Travelers often liken the scenery to a blend of two famous Asian images: the soft, endless sandbanks of the Maldives and the sculpted limestone silhouettes of Ha Long Bay in Vietnam. Yet the Anambas retain a different pace: slow boat traffic, islands protected by reef rims and very few hotels. The archipelago’s remoteness is part of its appeal and also a reminder that access is chiefly by sea, which shapes every itinerary here.
Islands to know
Pulau Bawah: the secret lagoon
Pulau Bawah is often described as the archipelago’s crown jewel. A ring of small islets forms a sheltered basin, creating a lagoon whose tones shift from bright turquoise to deep emerald depending on the sun. The beaches are powdery white and the interior climbs into granite hills threaded with jungle trails. Beneath the surface, two shipwrecks—the Seven Skies and the Igara—have become living coral gardens. These wrecks host gorgonians, butterflyfish and large groupers, making the site a magnet for scuba divers across the region who come to explore the encrusted metal structures and abundant marine life.
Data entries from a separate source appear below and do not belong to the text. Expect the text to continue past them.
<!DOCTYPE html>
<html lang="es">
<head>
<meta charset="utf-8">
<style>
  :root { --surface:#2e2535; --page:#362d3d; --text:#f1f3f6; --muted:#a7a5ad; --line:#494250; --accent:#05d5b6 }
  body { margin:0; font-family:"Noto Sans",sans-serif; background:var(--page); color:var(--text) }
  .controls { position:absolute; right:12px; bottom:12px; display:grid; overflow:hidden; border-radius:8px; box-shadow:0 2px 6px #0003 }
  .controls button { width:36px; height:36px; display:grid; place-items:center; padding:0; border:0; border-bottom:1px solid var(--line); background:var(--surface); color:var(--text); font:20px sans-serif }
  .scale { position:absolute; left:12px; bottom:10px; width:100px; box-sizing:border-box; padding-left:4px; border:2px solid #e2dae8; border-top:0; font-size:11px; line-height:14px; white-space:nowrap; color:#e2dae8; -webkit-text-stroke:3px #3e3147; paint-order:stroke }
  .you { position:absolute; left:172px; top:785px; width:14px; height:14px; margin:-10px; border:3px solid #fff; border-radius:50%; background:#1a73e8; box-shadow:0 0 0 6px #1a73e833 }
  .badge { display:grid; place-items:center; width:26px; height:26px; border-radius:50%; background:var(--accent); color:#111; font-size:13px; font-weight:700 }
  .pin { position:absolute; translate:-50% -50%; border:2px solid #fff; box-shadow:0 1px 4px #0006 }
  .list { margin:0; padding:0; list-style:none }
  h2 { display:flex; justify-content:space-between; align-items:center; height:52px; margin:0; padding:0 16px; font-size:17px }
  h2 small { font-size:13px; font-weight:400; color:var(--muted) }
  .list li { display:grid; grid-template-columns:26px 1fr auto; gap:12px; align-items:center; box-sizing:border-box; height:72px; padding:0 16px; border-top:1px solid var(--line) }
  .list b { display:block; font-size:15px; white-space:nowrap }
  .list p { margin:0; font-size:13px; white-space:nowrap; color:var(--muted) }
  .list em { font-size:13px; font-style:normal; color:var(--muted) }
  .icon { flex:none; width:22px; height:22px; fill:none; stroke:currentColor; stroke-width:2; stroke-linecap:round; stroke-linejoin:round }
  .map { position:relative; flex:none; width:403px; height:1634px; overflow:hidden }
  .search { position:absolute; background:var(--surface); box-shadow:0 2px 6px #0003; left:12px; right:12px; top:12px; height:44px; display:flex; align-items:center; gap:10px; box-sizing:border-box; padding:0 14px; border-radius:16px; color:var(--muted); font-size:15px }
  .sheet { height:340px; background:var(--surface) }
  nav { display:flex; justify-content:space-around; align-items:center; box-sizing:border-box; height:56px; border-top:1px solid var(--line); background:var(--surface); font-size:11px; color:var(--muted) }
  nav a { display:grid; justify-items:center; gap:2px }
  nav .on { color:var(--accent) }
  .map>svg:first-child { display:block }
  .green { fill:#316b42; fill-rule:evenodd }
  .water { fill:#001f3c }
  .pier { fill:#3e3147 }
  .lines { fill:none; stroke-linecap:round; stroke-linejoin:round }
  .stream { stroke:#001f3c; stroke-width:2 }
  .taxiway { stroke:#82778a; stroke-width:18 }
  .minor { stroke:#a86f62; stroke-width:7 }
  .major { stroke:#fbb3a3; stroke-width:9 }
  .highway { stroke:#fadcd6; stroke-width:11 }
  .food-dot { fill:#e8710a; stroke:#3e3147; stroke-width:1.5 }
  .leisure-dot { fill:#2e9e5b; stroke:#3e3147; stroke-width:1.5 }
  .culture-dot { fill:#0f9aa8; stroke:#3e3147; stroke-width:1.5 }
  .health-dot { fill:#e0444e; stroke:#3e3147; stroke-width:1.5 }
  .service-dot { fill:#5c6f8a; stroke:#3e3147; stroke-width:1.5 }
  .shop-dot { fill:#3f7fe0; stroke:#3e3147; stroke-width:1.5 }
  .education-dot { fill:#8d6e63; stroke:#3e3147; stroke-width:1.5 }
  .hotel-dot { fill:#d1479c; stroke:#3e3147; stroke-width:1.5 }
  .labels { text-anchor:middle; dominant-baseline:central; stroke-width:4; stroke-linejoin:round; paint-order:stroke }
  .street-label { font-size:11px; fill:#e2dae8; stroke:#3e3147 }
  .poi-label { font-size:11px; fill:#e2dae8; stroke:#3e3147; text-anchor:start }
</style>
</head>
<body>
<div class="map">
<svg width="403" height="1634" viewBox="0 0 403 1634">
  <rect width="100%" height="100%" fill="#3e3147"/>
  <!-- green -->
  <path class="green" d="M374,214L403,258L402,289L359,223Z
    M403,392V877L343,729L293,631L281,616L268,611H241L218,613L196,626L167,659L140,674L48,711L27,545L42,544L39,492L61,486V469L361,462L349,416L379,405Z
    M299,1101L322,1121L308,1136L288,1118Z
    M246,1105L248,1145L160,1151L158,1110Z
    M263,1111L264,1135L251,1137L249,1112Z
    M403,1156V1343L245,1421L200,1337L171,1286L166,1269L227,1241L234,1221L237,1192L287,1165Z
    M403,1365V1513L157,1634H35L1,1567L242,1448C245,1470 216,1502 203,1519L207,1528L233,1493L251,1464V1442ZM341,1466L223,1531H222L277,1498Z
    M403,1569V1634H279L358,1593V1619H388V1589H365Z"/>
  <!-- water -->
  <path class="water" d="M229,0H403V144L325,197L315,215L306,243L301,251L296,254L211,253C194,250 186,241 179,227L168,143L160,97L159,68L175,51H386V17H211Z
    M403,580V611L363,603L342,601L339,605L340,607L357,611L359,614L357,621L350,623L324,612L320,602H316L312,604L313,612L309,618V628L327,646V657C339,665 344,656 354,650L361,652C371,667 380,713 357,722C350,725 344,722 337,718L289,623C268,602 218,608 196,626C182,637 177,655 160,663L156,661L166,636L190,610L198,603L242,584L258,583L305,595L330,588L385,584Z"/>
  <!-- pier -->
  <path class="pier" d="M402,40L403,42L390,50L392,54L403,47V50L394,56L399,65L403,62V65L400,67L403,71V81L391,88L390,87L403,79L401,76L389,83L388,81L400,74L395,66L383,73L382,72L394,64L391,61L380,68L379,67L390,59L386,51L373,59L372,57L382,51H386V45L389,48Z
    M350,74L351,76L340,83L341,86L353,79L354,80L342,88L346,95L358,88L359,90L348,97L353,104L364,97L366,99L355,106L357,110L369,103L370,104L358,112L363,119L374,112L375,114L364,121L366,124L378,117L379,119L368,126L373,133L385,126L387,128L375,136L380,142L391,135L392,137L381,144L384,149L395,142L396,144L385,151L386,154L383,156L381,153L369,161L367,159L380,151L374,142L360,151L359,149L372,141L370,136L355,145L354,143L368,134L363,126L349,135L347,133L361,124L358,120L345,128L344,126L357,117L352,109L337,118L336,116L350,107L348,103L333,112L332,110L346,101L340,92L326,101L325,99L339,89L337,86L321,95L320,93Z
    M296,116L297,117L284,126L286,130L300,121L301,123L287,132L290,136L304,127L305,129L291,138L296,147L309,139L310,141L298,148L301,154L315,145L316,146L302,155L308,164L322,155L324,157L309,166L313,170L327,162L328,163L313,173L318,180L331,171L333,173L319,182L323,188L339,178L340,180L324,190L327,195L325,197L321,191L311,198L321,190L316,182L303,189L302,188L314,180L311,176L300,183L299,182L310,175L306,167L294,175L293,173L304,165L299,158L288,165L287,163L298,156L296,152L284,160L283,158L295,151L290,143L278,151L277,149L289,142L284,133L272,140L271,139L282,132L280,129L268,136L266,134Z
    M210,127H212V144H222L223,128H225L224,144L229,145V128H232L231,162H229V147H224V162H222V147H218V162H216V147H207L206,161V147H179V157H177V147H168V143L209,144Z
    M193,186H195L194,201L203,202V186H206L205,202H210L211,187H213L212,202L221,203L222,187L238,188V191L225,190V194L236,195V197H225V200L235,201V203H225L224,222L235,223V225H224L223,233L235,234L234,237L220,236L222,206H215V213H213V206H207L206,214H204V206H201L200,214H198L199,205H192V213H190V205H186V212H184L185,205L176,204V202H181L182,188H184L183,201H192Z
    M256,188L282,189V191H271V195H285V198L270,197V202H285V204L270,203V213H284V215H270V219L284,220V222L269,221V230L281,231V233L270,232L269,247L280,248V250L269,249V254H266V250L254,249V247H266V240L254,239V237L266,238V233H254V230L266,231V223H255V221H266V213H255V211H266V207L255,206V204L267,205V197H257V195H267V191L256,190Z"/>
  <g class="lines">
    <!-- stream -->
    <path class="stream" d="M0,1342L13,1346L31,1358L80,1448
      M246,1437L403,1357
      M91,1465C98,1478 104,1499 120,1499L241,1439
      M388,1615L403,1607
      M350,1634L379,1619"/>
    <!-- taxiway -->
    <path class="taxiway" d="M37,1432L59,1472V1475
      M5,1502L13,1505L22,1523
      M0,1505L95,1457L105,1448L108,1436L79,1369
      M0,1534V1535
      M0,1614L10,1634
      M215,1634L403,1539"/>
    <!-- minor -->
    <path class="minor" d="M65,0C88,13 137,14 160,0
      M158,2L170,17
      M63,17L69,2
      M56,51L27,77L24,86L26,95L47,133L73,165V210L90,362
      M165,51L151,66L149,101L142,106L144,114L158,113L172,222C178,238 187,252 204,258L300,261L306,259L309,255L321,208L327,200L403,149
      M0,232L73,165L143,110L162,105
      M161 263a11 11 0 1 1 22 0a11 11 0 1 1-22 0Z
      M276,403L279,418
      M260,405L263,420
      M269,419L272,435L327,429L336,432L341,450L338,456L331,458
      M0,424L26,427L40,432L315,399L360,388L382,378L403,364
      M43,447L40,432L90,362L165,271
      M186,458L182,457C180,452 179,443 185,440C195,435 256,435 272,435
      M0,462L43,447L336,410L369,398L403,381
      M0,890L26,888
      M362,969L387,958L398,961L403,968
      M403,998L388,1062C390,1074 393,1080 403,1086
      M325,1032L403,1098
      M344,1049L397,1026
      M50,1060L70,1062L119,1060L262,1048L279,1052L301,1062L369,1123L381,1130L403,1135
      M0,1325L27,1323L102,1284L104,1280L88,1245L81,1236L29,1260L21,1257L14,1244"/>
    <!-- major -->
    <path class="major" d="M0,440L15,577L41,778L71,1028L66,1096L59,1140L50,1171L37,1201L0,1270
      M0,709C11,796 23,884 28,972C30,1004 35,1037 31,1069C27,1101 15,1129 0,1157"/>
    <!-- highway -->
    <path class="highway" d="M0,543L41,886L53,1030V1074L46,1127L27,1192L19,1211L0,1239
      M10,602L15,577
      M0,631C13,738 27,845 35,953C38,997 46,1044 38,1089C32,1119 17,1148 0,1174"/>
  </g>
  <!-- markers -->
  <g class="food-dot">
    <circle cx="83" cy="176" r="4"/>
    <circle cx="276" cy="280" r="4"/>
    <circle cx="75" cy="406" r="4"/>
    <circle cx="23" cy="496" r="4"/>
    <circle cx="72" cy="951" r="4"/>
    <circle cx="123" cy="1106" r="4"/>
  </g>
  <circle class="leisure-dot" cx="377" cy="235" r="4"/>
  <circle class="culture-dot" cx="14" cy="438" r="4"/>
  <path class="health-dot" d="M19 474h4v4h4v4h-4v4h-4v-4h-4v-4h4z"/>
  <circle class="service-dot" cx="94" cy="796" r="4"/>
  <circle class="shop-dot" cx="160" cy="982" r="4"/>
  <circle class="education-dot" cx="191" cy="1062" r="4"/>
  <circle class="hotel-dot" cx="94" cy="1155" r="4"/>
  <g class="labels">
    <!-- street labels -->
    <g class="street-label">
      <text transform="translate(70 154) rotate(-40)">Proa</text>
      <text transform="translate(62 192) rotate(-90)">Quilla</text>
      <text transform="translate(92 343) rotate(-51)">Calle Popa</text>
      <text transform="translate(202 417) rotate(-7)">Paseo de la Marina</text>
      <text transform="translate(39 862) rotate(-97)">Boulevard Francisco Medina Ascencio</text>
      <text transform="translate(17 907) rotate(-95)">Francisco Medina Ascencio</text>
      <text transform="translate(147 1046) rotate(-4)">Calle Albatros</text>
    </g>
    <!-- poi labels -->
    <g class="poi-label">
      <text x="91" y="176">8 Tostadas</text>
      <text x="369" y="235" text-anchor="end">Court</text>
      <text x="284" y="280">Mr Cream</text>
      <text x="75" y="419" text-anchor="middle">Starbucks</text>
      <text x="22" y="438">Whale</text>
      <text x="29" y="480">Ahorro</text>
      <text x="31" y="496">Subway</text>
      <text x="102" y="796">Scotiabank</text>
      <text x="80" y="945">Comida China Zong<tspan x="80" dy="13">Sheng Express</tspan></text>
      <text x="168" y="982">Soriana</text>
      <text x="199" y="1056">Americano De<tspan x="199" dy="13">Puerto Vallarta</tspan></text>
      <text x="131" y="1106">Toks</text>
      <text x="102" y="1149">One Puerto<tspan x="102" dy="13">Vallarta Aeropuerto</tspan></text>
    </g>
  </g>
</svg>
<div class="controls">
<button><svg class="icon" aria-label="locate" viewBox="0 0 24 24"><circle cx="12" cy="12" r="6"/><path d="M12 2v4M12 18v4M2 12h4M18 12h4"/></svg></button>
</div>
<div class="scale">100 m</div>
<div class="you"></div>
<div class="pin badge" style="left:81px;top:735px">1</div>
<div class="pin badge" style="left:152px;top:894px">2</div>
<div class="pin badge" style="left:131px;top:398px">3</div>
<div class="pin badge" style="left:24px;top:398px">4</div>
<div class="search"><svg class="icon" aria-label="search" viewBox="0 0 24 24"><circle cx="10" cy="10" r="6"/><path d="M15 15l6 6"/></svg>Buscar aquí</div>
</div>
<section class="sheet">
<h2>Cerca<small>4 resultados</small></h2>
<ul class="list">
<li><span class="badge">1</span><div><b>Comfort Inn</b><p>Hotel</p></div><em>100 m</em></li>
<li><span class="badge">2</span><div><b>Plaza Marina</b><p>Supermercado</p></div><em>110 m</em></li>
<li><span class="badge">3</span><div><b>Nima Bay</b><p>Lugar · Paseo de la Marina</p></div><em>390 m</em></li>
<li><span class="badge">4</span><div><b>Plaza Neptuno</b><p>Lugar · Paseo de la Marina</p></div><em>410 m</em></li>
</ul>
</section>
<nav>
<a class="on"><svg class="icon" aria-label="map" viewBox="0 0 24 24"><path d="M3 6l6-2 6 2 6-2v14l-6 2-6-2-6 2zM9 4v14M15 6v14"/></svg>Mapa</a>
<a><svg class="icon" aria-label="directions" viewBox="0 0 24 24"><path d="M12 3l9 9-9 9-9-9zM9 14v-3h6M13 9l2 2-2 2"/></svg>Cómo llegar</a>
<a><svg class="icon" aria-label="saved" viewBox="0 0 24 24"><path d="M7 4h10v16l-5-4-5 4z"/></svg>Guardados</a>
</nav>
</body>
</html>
Pulau Penjalin: emerald dome and coastal forests
The silhouette of Pulau Penjalin is unmistakable: a domed, forested mass rising from the sea, fringed by crescent beaches and leaning coconut palms. Shallow reefs near the shore reveal corals and starfish within a few meters of the sand, so snorkeling off the headlands is rewarding and requires no elaborate gear. Sea eagles with white bellies nest on the higher cliffs, and their slow circling flights provide a dramatic foreground to sunsets that color the entire cluster orange. With very limited tourist facilities, Penjalin maintains a wild, almost private character.
Pulau Keramut: turtles and quiet sand tongues
Pulau Keramut is locally known as the “turtle island.” Several of its quieter beaches act as seasonal nesting grounds where green and hawksbill turtles come ashore to lay eggs. Thin ribbons of pale sand extend into the shallow water, creating natural spits and small promontories where currents bring plankton and tiny fish—essential food for the surrounding ecosystem. Conservation groups often work here with residents; during hatching season, volunteers and villagers patrol the nests to help the hatchlings reach the sea safely.
People, culture and landscapes
Pulau Siantan and Tarempa: the human heart
Pulau Siantan hosts the administrative center of the islands: the town of Tarempa. Its harbor opens to a deep bay ringed by green hills, and the town’s streets reveal a blend of cultures. Mosques with green domes sit beside ornate Chinese temples; eateries serve Malay-influenced specialties such as nasi dagang—fragrant steamed rice with fish curry—and otak-otak, grilled spiced fish parcels wrapped in banana leaf. Many homes are connected by wooden walkways over the water, a living example of how tidal rhythms shape daily life, while inland paths lead to the seven-tiered Temburun waterfall, where cascades tumble through dark rock toward the coast.
Pulau Jemaja: long sands and rural rhythms
Pulau Jemaja is largely flat and notable for long stretches of sand, the most famous being Padang Melang, a golden crescent that runs for several kilometers. Villages focus on agriculture and coastal fishing, and traditional boats called pompong still ply the internal channels transporting people and goods. Houses and community buildings use steeply pitched roofs to shed the seasonal rains brought by the monsoon, and the island’s cooperative village life keeps many customary practices alive.
Getting there and practical tips
Reaching the Anambas requires some logistics and a willingness to travel by sea. Passenger ships link the islands with Tanjung Pinang and Batam, but crossings can be long—often between 18 and 20 hours—so many visitors prefer the quicker option: regional flights that land at Letung on Jemaja. From Letung, fast boats connect the main population centers such as Tarempa. Once in the archipelago, boats remain the primary way to move between islands, from local ferries to chartered speedboats. Respect for local communities and ongoing conservation efforts is essential: these islands are still relatively pristine, and sustainable travel helps protect turtle nesting beaches, coral reefs and the traditional ways of life that make the Anambas special.